Topics

  1. Setting up aliases
  2. Submitting batch jobs (review)
  3. Running parallel (array) jobs
  4. Running sequential jobs
  5. Running MATLAB interactively
  6. Submitting MATLAB jobs

Topic 1: Setting up aliases

  1. Open the terminal
  2. Type ls -a to see .bash_profile file
  3. Type emacs -nw .bash_profile to edit or create
  4. Add alias(es) by typing:

alias [alias-name]="[command-to-run]"

Example: alias jhpce="ssh -X amejia@jhpce01.jhsph.edu"

  1. Type Ctrl-x Ctrl-c then y to exit and save

Exercise!

Set up an alias to get on the jhpce cluster.
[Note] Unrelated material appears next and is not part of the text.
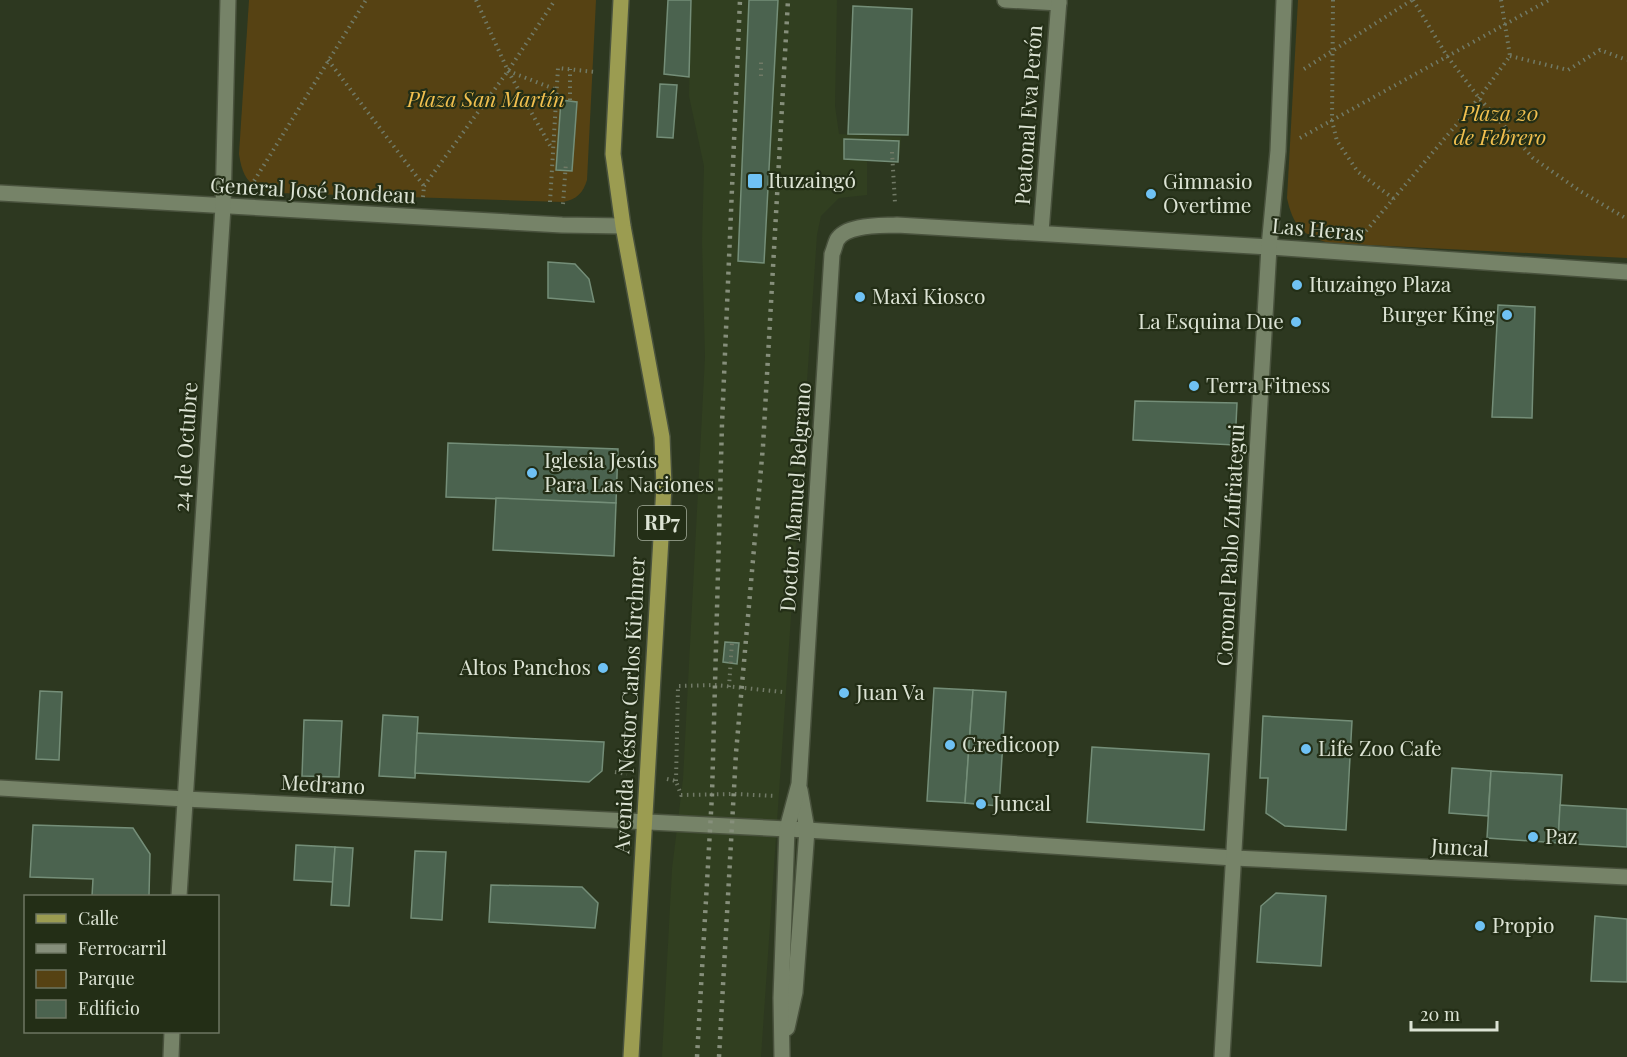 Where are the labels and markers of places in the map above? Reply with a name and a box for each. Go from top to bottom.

Topic 2: Submitting batch jobs (review)

  1. Get on jhpce.
  2. Go to the directory where your code is OR create a short R file by typing emacs -nw myscript.R and entering a couple lines of R code.
  3. Create and open shell script by typing emacs -nw shellscriptname.sh. Write shell script (example below), then exit and save by typing Ctrl-X Ctrl-C then y
  4. Submit job by typing qsub shellscriptname.sh
#!/bin/sh
#$ -cwd 
Rscript Rfilename.R

Exercise!

Submit an R job that computes 2+2.


Topic 3: Running parallel (array) jobs

Array jobs are useful if you want to run the same job in parallel over different subjects, scenarios, simulation iterations, etc. The basic idea is that each array job will have a task ID, and in your R code you will grab this task ID.

  1. Add task IDs to your shell script through the t option. For example, if you want your jobs to be indexed 1-10, you’d add #$ -t 1-10
  2. Add a line k <- as.numeric(Sys.getenv("SGE_TASK_ID")) in your R code to grab the task ID, and use k to determine which subjects, scenarios, etc. to run.

Exercise!

Run the following R code in parallel:

subjects <- c("Marie","John","Shelly","Chen")
k <- as.numeric(Sys.getenv("SGE_TASK_ID"))
subject.k <- subjects[k]
print(subject.k)

Topic 4: Running sequential jobs

Sequential jobs are useful if you want to run a series of jobs, where each job should be completed before the next begins.

  1. Submit the first job by typing qsub job1.sh
  2. Type qstat and copy the task id, for example 1234.
  3. Submit the second job by typing qsub -hold_jid 1234 job2.sh

Exercise!

Run the following two R jobs sequentially:

a <- "hello world"
save(a, file="~/a.Rdata")
load(file="~/a.Rdata")
print(a)

Topic 5: Running MATLAB interactively

  1. Type which matlab to see if the MATLAB module is loaded.
  2. If you get a “no matlab in…” message, add the following line to the end of your .bashrc file: module load matlab
  3. Get onto a node by typing qrsh
  4. Type matlab -nodisplay to run MATLAB on the command line, or just matlab to open the GUI.
  5. To exit MATLAB, type exit

Exercise!

Open MATLAB and compute 2+2.


Topic 6: Submitting MATLAB jobs

If you want to run a MATLAB job titled myscript.m, create the following shell script, then submit as usual with qsub:

#$ -m e -M amejia@jhsph.edu
#$ -cwd
matlab -r "myscript; exit"

A cautionary not: MATLAB may run code in a parallel environment without being explicitly told to do so, taking up resources on multiple cores!
* If your job is relatively big, you should add a line #$ -pe local [num-cores] to the shell script, where num-cores is the number of cores you think MATLAB might use. * To estimate the number of cores MATLAB used on a previous job, find the email sent to you by root@local. This email should include CPU time and Wallclock time. * If the CPU time is greater than the Wallclock time, this means that multiple cores were used. The number of cores used \(latex \approx\) CPU Time/Wallclock Time.